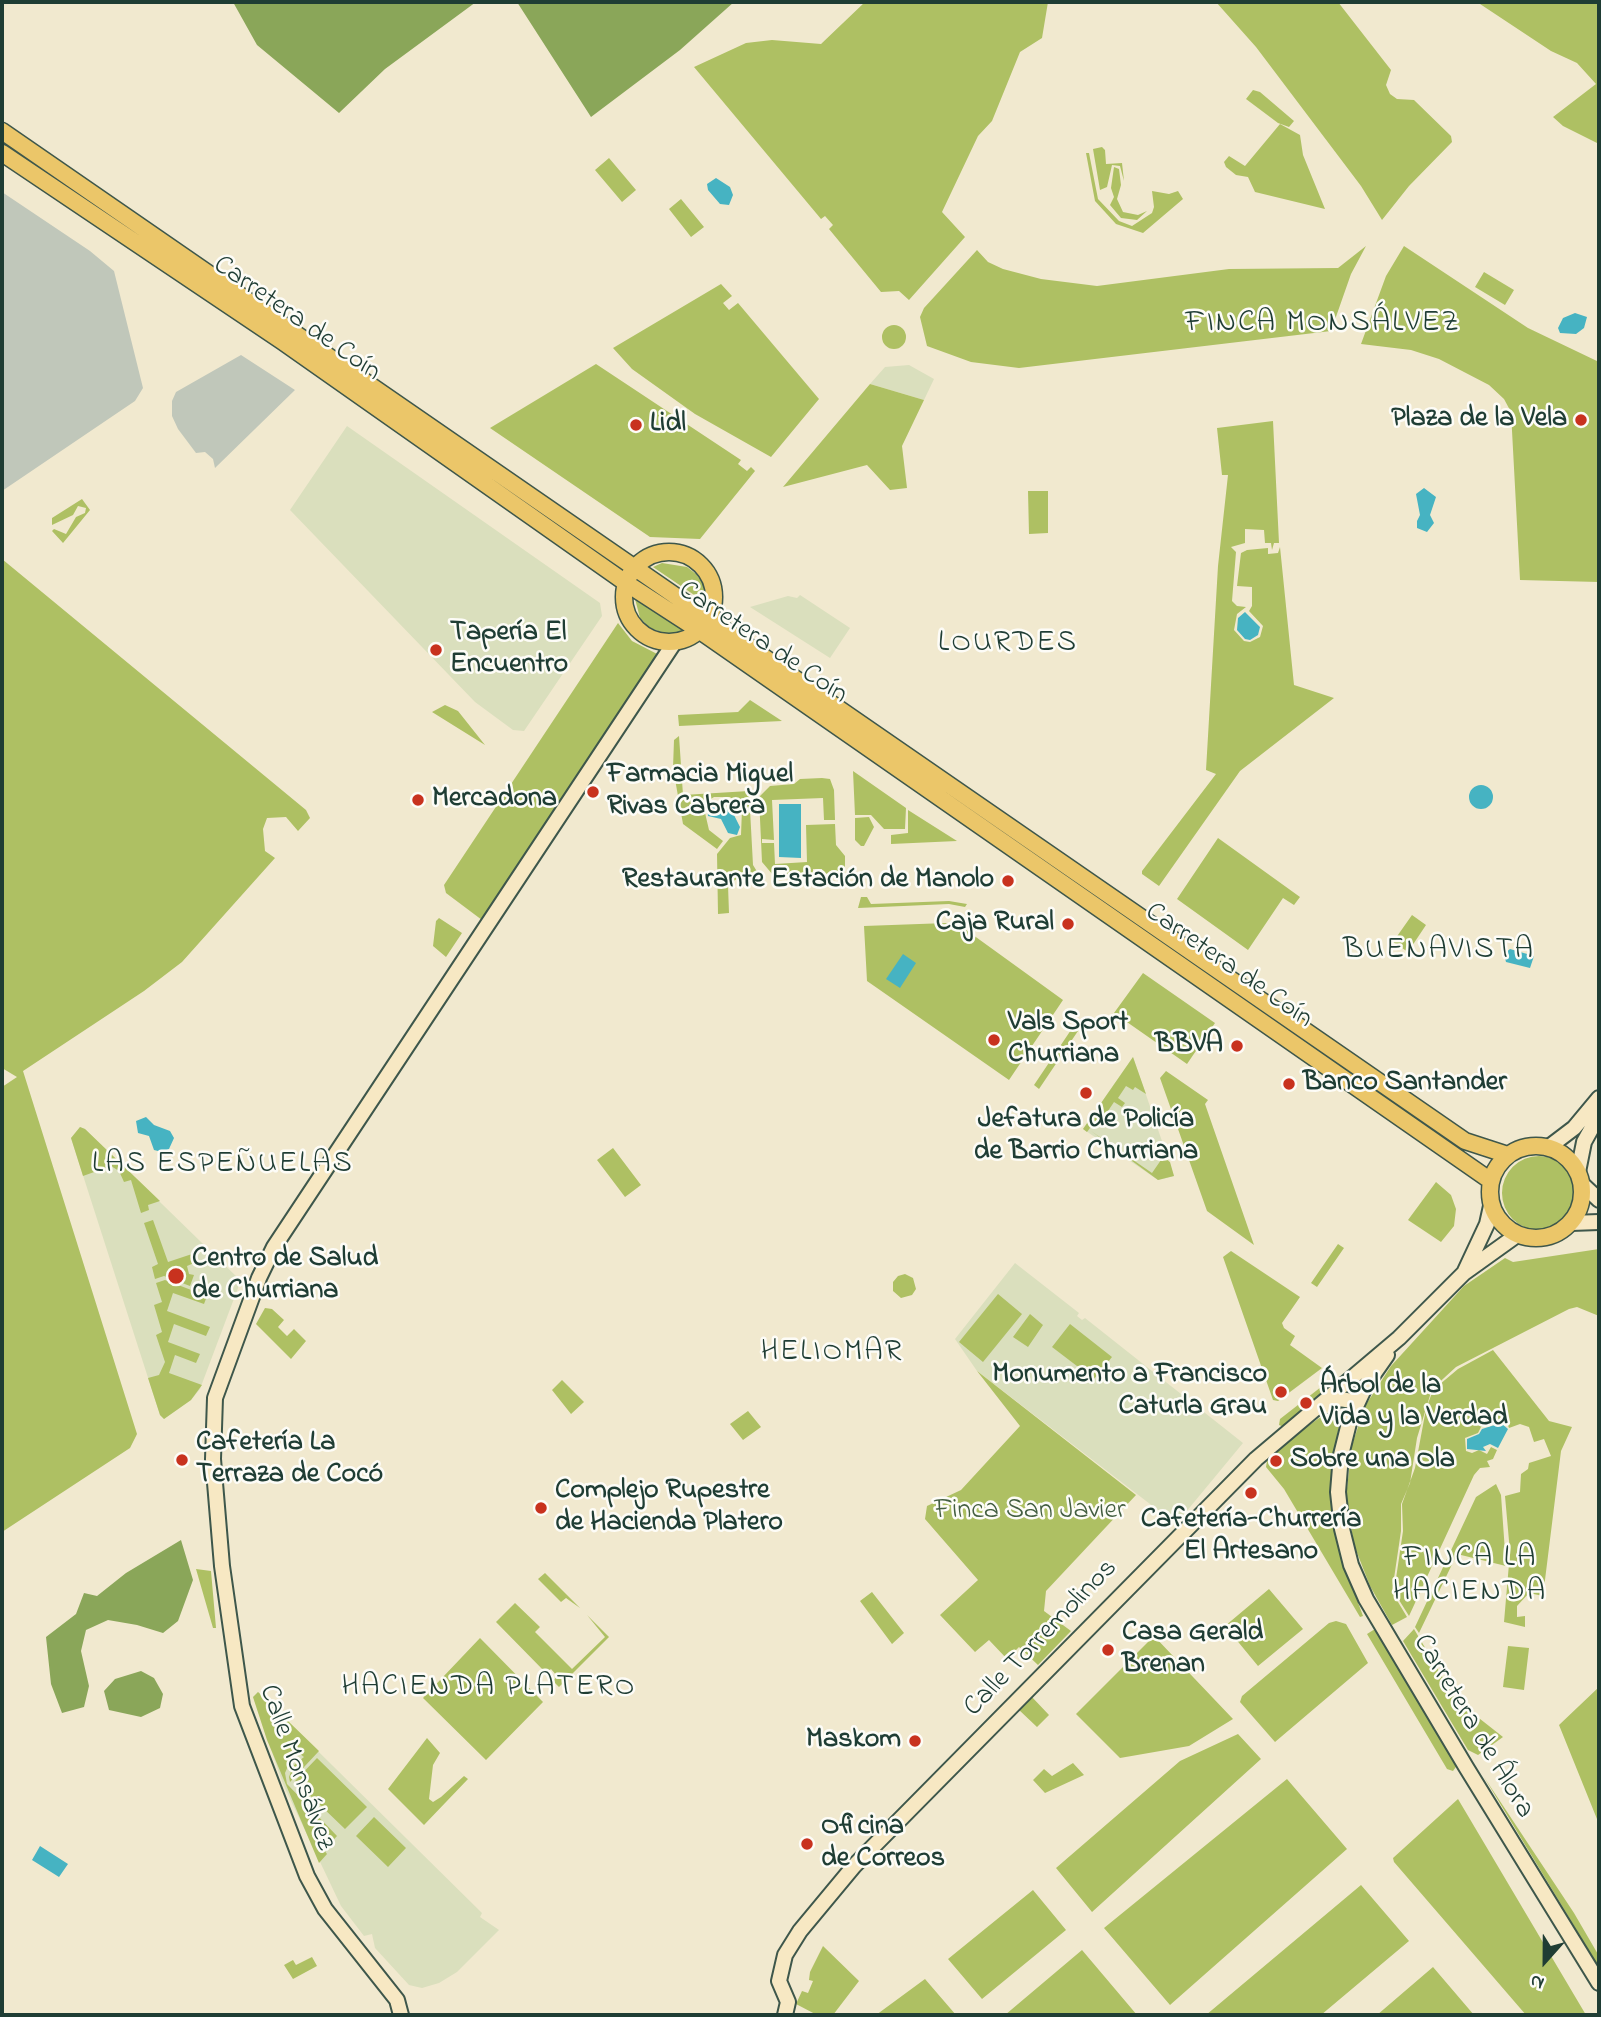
<!DOCTYPE html>
<meta charset="utf-8">
<style>
body{margin:0}
#map{position:relative;width:1601px;height:2017px;overflow:hidden;background:#f1e9cf;font-family:"Indie Flower",sans-serif}
canvas{display:block}
.frame{position:absolute;inset:0;border:4px solid #1f3d34;pointer-events:none}
.north{position:absolute;left:1510px;top:1926px;width:70px;height:70px;-webkit-text-stroke:5px #fdfcf7;paint-order:stroke;rotate:201deg;font-size:19px;font-weight:700;line-height:28px;text-align:center;color:#1f3d34}
.north::after{content:'';display:block;margin:auto;width:24px;height:32px;background:#1f3d34;clip-path:polygon(50% 0,100% 100%,50% 72%,0 100%)}
</style>
<div id="map">
<canvas width="1601" height="2017"></canvas>
<div class="frame"></div>
<div class="north">N</div>
</div>
<script>
const context = document.querySelector('canvas').getContext('2d');
context.lineJoin = 'round';
function fillPath(path, color) {
  context.fillStyle = color;
  context.fill(path, 'evenodd');
}
function poly(rows) {
  const path = new Path2D();
  for (const r of rows) {
    if (r.length === 3) {
      path.moveTo(r[0] + r[2], r[1]);
      path.arc(r[0], r[1], r[2], 0, 2 * Math.PI);
      continue;
    }
    path.moveTo(r[0], r[1]);
    for (let i = 2; i < r.length; i += 2) path.lineTo(r[i], r[i + 1]);
  }
  return path;
}
function trace(path, color, width, dash) {
  context.strokeStyle = color;
  context.lineWidth = width;
  context.lineCap = dash ? 'butt' : 'round';
  context.setLineDash(dash || []);
  context.stroke(path);
}
function write(font, color, halo, rows, align = 'center') {
  context.font = font + ' "Indie Flower",sans-serif';
  context.lineWidth = 5;
  context.setLineDash([]);
  context.textBaseline = 'middle';
  context.strokeStyle = halo;
  context.fillStyle = color;
  for (const [text, x, y, turn = 0] of rows) {
    context.save();
    context.translate(x, y);
    context.rotate((+turn || 0) * Math.PI / 180);
    context.textAlign = isNaN(turn) ? turn : align;
    if (halo) context.strokeText(text, 0, 0);
    context.fillText(text, 0, 0);
    context.restore();
  }
}
fillPath(poly([
 [909,365,934,379,924,400,870,384,885,367],
 [347,426,600,603,602,616,524,731,513,730,475,702,290,510],
 [800,595,850,628,830,658,750,607,788,596,797,598],
 [1133,1057,1174,1176,1158,1180,1083,1129],
 [80,1127,85,1129,239,1279,238,1288,200,1389,191,1400,164,1419,160,1415,71,1138],
 [1015,1263,1079,1313,1077,1316,1082,1320,1085,1318,1243,1443,1176,1524,977,1371,955,1339],
 [258,1692,482,1913,480,1917,499,1930,457,1972,439,1983,422,1988,409,1985,375,1948,372,1934,364,1936,341,1906,283,1784,253,1697]
]), '#dadfbd');
fillPath(poly([
 [2,192,90,251,114,271,143,388,135,401,2,491],
 [241,355,295,390,215,468,213,459,205,452,196,453,178,429,172,416,172,401,176,392]
]), '#c0c7ba');
fillPath(poly([
 [865,2,1048,2,1042,38,1020,52,992,121,978,136,942,212,965,237,909,300,899,291,881,292,829,229,833,225,825,216,821,219,694,67,746,43,772,40,821,44],
 [1216,2,1338,2,1391,70,1386,85,1390,94,1397,99,1414,100,1451,136,1452,142,1409,186,1382,220,1361,186,1256,47],
 [1477,2,1599,2,1599,144,1563,126,1553,117,1596,84,1577,63,1551,51],
 [1253,90,1260,92,1294,121,1289,127,1278,123,1246,99],
 [1280,124,1300,135,1303,155,1325,209,1255,192,1248,177,1236,175,1226,167,1224,162,1229,156,1245,166],
 [1102,147,1105,150,1106,164,1122,163,1124,181,1120,166,1112,165,1107,187,1100,190,1093,149],
 [1086,153,1089,153,1098,199,1119,221,1132,226,1152,213,1154,207,1152,191,1169,194,1178,191,1183,199,1143,233,1116,224,1095,201],
 [609,158,636,190,622,202,595,170],
 [1114,167,1119,169,1121,185,1117,199,1123,212,1138,215,1147,211,1137,220,1121,218,1110,205,1114,197,1111,188],
 [681,199,704,227,691,237,669,209],
 [1366,246,1351,274,1331,331,1019,368,971,362,927,346,920,317,924,308,977,250,988,262,1003,269,1041,279,1097,286,1229,269,1338,268],
 [1404,246,1528,328,1599,362,1599,582,1520,580,1511,412,1504,399,1489,385,1439,359,1411,350,1361,344,1386,276],
 [1484,272,1514,290,1505,305,1475,287],
 [721,284,732,296,723,303,729,310,738,303,819,399,771,457,695,414,632,369,613,348],
 [894,337,12],
 [596,364,741,460,738,464,747,471,751,467,755,471,700,539,650,537,490,428],
 [870,384,924,400,902,446,907,488,890,490,867,465,783,487],
 [1273,421,1279,543,1274,543,1272,550,1271,543,1265,543,1264,530,1245,529,1245,543,1231,547,1236,552,1232,601,1237,606,1246,607,1237,614,1234,630,1244,641,1250,642,1260,637,1263,626,1249,611,1252,606,1252,587,1237,586,1241,553,1247,550,1268,548,1268,554,1278,553,1280,547,1294,685,1334,698,1240,771,1159,886,1142,874,1142,871,1216,774,1206,770,1218,566,1228,475,1222,475,1217,428],
 [1028,491,1048,491,1048,533,1029,534],
 [82,499,90,510,63,543,52,531,54,529,66,534,76,517,85,513,86,508,78,506,73,515,52,525,52,518],
 [2,559,306,810,310,818,298,831,286,817,267,818,263,829,265,851,275,858,182,962,144,991,23,1071,137,1434,130,1448,2,1532,2,1087,17,1077,2,1068],
 [662,563,687,567,696,574,703,583,706,603,653,567],
 [634,595,686,630,670,635,650,628,640,618],
 [618,623,632,641,661,656,482,920,446,893,444,885],
 [750,700,782,721,679,726,678,715,738,712],
 [445,705,458,711,485,745,432,712],
 [679,736,683,795,749,791,753,865,761,878,738,878,728,885,729,913,718,914,717,854,730,838,741,835,742,809,730,797,714,797,703,804,709,830,723,841,717,849,683,824,673,768,674,740],
 [853,771,906,808,905,829,884,829,871,815,855,815],
 [822,778,830,779,834,790,835,820,824,820,823,798,772,800,774,840,762,839,762,843,774,843,775,864,807,862,806,825,835,824,836,845,845,856,845,873,823,874,822,869,813,869,813,874,773,875,762,862,759,797,770,786,794,784,800,779],
 [908,810,957,841,891,844,891,835,908,833],
 [869,817,874,827,864,846,861,846,855,840,855,818],
 [1218,838,1300,897,1294,905,1283,898,1248,950,1177,899],
 [861,897,867,897,871,904,949,901,967,904,965,907,949,904,858,908],
 [1412,915,1426,925,1408,952,1393,942],
 [439,918,462,933,446,957,433,946,436,921],
 [947,923,962,927,1063,1000,1009,1080,867,981,864,926],
 [1143,973,1215,1023,1187,1064,1114,1013],
 [1077,1021,1082,1025,1039,1089,1034,1085],
 [1133,1057,1146,1094,1135,1087,1133,1090,1126,1086,1118,1098,1125,1103,1122,1107,1114,1102,1106,1114,1113,1119,1111,1123,1103,1118,1096,1128,1090,1128,1087,1132,1083,1129],
 [1166,1071,1208,1100,1205,1104,1254,1245,1207,1211,1160,1078],
 [80,1127,85,1129,160,1201,148,1205,149,1210,141,1213,131,1180,124,1182,119,1171,111,1166,83,1176,71,1138],
 [1091,1131,1152,1173,1161,1160,1154,1155,1156,1152,1170,1162,1174,1176,1158,1180],
 [613,1148,641,1185,625,1197,597,1160],
 [1539,1193,37],
 [1436,1182,1451,1195,1456,1209,1454,1226,1441,1242,1408,1220],
 [153,1220,168,1262,192,1254,194,1263,187,1266,189,1274,194,1275,190,1286,164,1276,155,1279,152,1267,158,1264,144,1223],
 [1338,1244,1344,1248,1317,1287,1311,1283],
 [1599,1249,1599,1316,1577,1307,1569,1309,1456,1367,1432,1389,1417,1438,1410,1483,1401,1504,1401,1531,1392,1592,1407,1617,1392,1625,1370,1586,1354,1545,1346,1497,1352,1445,1365,1406,1391,1366,1464,1286,1505,1258,1513,1262],
 [1231,1251,1300,1297,1282,1323,1284,1328,1295,1336,1290,1345,1322,1368,1278,1401,1273,1400,1223,1257],
 [905,1274,913,1278,916,1289,912,1295,901,1298,893,1291,893,1282,898,1276],
 [165,1280,207,1296,204,1304,173,1293,167,1311,210,1327,206,1336,174,1324,168,1342,200,1354,196,1363,175,1355,169,1373,202,1385,191,1400,164,1419,160,1415,148,1378,159,1375,165,1362,156,1335,162,1332,154,1305,162,1302,156,1283],
 [998,1294,1022,1314,983,1362,959,1342],
 [265,1308,272,1309,284,1320,278,1327,287,1336,294,1329,306,1341,291,1359,256,1324],
 [1030,1314,1043,1325,1028,1347,1013,1337],
 [1070,1324,1112,1357,1094,1379,1052,1347],
 [1493,1350,1549,1421,1572,1427,1561,1451,1543,1596,1529,1593,1517,1606,1517,1617,1525,1616,1525,1627,1504,1622,1510,1552,1505,1496,1520,1492,1521,1474,1528,1469,1529,1463,1551,1456,1544,1439,1534,1442,1529,1427,1520,1424,1509,1428,1507,1423,1500,1420,1481,1427,1478,1433,1465,1438,1466,1451,1472,1453,1479,1450,1487,1454,1491,1447,1497,1450,1493,1459,1487,1461,1490,1467,1480,1468,1474,1475,1409,1616,1394,1592,1403,1531,1402,1504,1415,1468,1426,1409,1433,1390,1458,1369],
 [977,1371,1136,1495,1046,1591,1044,1611,1071,1631,1038,1665,1019,1647,1007,1659,989,1640,975,1652,940,1615,978,1580,925,1519,927,1506,961,1490,1020,1426],
 [562,1380,584,1402,571,1414,552,1390],
 [1321,1387,1325,1393,1284,1427,1279,1425,1280,1419],
 [1332,1409,1339,1409,1341,1414,1331,1471,1334,1522,1343,1562,1363,1616,1360,1617,1284,1489,1266,1467,1267,1461,1288,1440],
 [748,1411,761,1427,743,1440,730,1424],
 [1496,1484,1501,1495,1506,1566,1457,1554,1419,1633,1415,1627,1476,1497],
 [196,1569,211,1571,216,1628,213,1628],
 [545,1573,580,1608,566,1598,561,1602,538,1579],
 [1269,1589,1303,1629,1258,1666,1225,1626],
 [872,1592,904,1633,892,1644,860,1601],
 [515,1603,540,1627,535,1632,572,1669,605,1637,587,1615,609,1637,559,1687,553,1681,557,1676,551,1669,546,1673,496,1622],
 [1336,1621,1346,1624,1368,1663,1275,1742,1240,1702,1242,1696,1329,1623],
 [1375,1629,1458,1764,1453,1771,1447,1769,1367,1634],
 [1414,1629,1456,1700,1503,1737,1478,1755,1468,1750,1403,1641],
 [1154,1636,1233,1719,1189,1746,1120,1758,1076,1714],
 [480,1638,543,1702,486,1760,423,1698],
 [1508,1646,1529,1648,1524,1690,1503,1687],
 [1599,1687,1599,1824,1559,1725],
 [258,1692,319,1751,290,1782,289,1777,293,1766,304,1757,295,1750,285,1773,287,1784,337,1836,324,1850,327,1854,319,1863,267,1740,253,1697],
 [1031,1696,1049,1715,1037,1727,1018,1709],
 [1238,1734,1261,1759,1092,1912,1056,1868,1180,1761],
 [427,1738,440,1753,433,1765,429,1799,433,1802,441,1797,464,1776,468,1779,424,1825,388,1789],
 [317,1758,367,1807,345,1829,295,1781],
 [1073,1763,1084,1775,1045,1793,1033,1780,1044,1769,1052,1776],
 [1484,1777,1574,1913,1599,1956,1599,1967],
 [1287,1779,1347,1849,1170,2005,1104,1928],
 [1458,1799,1586,2015,1526,2015,1394,1862,1393,1858],
 [374,1817,406,1848,388,1867,356,1836],
 [1361,1885,1409,1941,1321,2015,1206,2015],
 [1033,1890,1066,1930,982,1999,948,1959],
 [823,1946,859,1981,833,2015,817,2015,796,2004,802,1991,808,1993,813,1981,809,1980,810,1972],
 [1082,1950,1137,2015,1005,2015],
 [312,1957,317,1966,293,1979,284,1965,293,1960,296,1965],
 [1433,1967,1474,2015,1377,2015],
 [925,1979,956,2015,876,2015]
]), '#aec063');
fillPath(poly([
 [233,2,476,2,385,69,339,113,257,45],
 [517,2,734,2,680,50,591,117],
 [181,1540,193,1580,178,1621,163,1633,137,1625,108,1620,86,1630,81,1651,89,1686,84,1707,62,1713,51,1684,46,1637,76,1614,84,1593,97,1596,126,1573],
 [141,1671,154,1678,163,1694,160,1708,141,1717,109,1710,104,1691,115,1679]
]), '#8aa659');
fillPath(poly([
 [716,178,730,187,733,195,729,205,720,204,708,190,707,184],
 [1575,313,1587,317,1584,328,1576,334,1560,333,1558,328,1563,318],
 [1424,488,1436,497,1430,515,1434,523,1427,532,1417,528,1417,521,1420,515,1416,494],
 [1245,612,1260,627,1258,635,1250,640,1245,639,1237,630,1238,618],
 [1481,797,12],
 [711,802,723,805,734,815,740,827,737,835,728,833,721,819,708,816,707,804],
 [779,804,801,804,801,858,779,857],
 [1510,949,1534,956,1530,968,1506,962,1504,954],
 [903,954,916,963,900,988,886,979],
 [146,1117,154,1125,170,1131,174,1138,169,1149,162,1152,154,1150,149,1136,138,1133,136,1121],
 [1501,1423,1508,1429,1498,1448,1490,1444,1483,1447,1486,1451,1467,1449,1467,1439,1479,1434,1482,1429],
 [40,1846,68,1864,59,1877,32,1860]
]), '#46b3c2');
const secondary = poly([
 [1549,1147,1574,1128,1599,1098],
 [1578,1172,1584,1142,1599,1115],
 [1582,1184,1599,1200],
 [1571,1223,1599,1222],
 [1465,1271,1487,1224,1491,1206],
 [1387,1355,1366,1385,1350,1419,1341,1455,1338,1492,1342,1529,1351,1565,1366,1599,1466,1767,1599,1983],
 [1322,1408,1340,1399,1358,1402],
 [401,2015,397,2000,325,1909,307,1876,242,1706,222,1566,213,1459,215,1398,259,1278,274,1247,674,643],
 [785,2015,788,2002,779,1981,785,1955,800,1931,854,1866,1256,1459,1399,1338,1464,1273,1517,1235]
]);
const primary = poly([
 [2,131,1465,1141,1508,1155],
 [2,153,282,341,626,583,700,631,1491,1181],
 [669,597,45],
 [1536,1192,46]
]);
trace(secondary, '#3e574b', 18);
trace(primary, '#3e574b', 19);
trace(secondary, '#f7e8c3', 14);
trace(primary, '#ebc669', 16);
for (const [x, y, r, color] of [
 [1581,420,7,"#c8321e"],
 [636,425,7,"#c8321e"],
 [436,650,7,"#c8321e"],
 [593,792,7,"#c8321e"],
 [418,800,7,"#c8321e"],
 [1008,881,7,"#c8321e"],
 [1068,924,7,"#c8321e"],
 [994,1040,7,"#c8321e"],
 [1237,1046,7,"#c8321e"],
 [1289,1084,7,"#c8321e"],
 [1086,1093,7,"#c8321e"],
 [176,1276,9,"#c8321e"],
 [1281,1392,7,"#c8321e"],
 [1306,1403,7,"#c8321e"],
 [182,1460,7,"#c8321e"],
 [1276,1461,7,"#c8321e"],
 [1251,1493,7,"#c8321e"],
 [541,1508,7,"#c8321e"],
 [1108,1650,7,"#c8321e"],
 [915,1741,7,"#c8321e"],
 [807,1844,7,"#c8321e"]
]) {
  const dot = new Path2D();
  dot.arc(x, y, r, 0, 2 * Math.PI);
  context.fillStyle = color;
  context.fill(dot);
  trace(dot, '#fdfcf7', 2.5);
}
write('28px', '#1f3d34', '#fdfcf7', [
 ["Carretera de Coín",296,320,35],
 ["Carretera de Coín",762,644,34],
 ["Carretera de Coín",1228,967,35],
 ["Calle Torremolinos",1042,1639,-46],
 ["Carretera de Álora",1472,1727,59],
 ["Calle Monsálvez",295,1768,70]
]);
write('bold 28px', '#1f3d34', '#fdfcf7', [
 ["Plaza de la Vela",1567,420,"right"],
 ["Lidl",650,425],
 ["Tapería El",450,634],
 ["Encuentro",450,666],
 ["Farmacia Miguel",607,776],
 ["Rivas Cabrera",607,808],
 ["Mercadona",432,800],
 ["Restaurante Estación de Manolo",994,881,"right"],
 ["Caja Rural",1054,924,"right"],
 ["Vals Sport",1008,1024],
 ["Churriana",1008,1056],
 ["BBVA",1223,1046,"right"],
 ["Banco Santander",1303,1084],
 ["Jefatura de Policía",1086,1121,"center"],
 ["de Barrio Churriana",1086,1153,"center"],
 ["Centro de Salud",192,1260],
 ["de Churriana",192,1292],
 ["Monumento a Francisco",1267,1376,"right"],
 ["Caturla Grau",1267,1408,"right"],
 ["Árbol de la",1320,1387],
 ["Vida y la Verdad",1320,1419],
 ["Cafetería La",196,1444],
 ["Terraza de Cocó",196,1476],
 ["Sobre una Ola",1290,1461],
 ["Complejo Rupestre",555,1492],
 ["de Hacienda Platero",555,1524],
 ["Cafetería-Churrería",1251,1521,"center"],
 ["El Artesano",1251,1553,"center"],
 ["Casa Gerald",1122,1634],
 ["Brenan",1122,1666],
 ["Maskom",901,1741,"right"],
 ["Oficina",821,1828],
 ["de Correos",821,1860]
], 'left');
write('28px', '#435e40', '#fdfcf7', [
 ["Finca San Javier",1030,1512]
]);
context.letterSpacing = '2px';
write('30px', '#1f3d34', '#fdfcf7', [
 ["FINCA MONSÁLVEZ",1323,325],
 ["LOURDES",1008,645],
 ["BUENAVISTA",1439,952],
 ["LAS ESPEÑUELAS",223,1166],
 ["HELIOMAR",832,1354],
 ["FINCA LA",1470,1560],
 ["HACIENDA",1470,1594],
 ["HACIENDA PLATERO",489,1689]
]);
context.letterSpacing = '0px';
</script>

________________

Find the line with "context.lineJoin = 'round';" in the material above. Reproduce it and each line after it up to and including the line with "context.lineWidth = 5;".

(COMPLETED EXERCISE):
context.lineJoin = 'round';
function fillPath(path, color) {
  context.fillStyle = color;
  context.fill(path, 'evenodd');
}
function poly(rows) {
  const path = new Path2D();
  for (const r of rows) {
    if (r.length === 3) {
      path.moveTo(r[0] + r[2], r[1]);
      path.arc(r[0], r[1], r[2], 0, 2 * Math.PI);
      continue;
    }
    path.moveTo(r[0], r[1]);
    for (let i = 2; i < r.length; i += 2) path.lineTo(r[i], r[i + 1]);
  }
  return path;
}
function trace(path, color, width, dash) {
  context.strokeStyle = color;
  context.lineWidth = width;
  context.lineCap = dash ? 'butt' : 'round';
  context.setLineDash(dash || []);
  context.stroke(path);
}
function write(font, color, halo, rows, align = 'center') {
  context.font = font + ' "Indie Flower",sans-serif';
  context.lineWidth = 5;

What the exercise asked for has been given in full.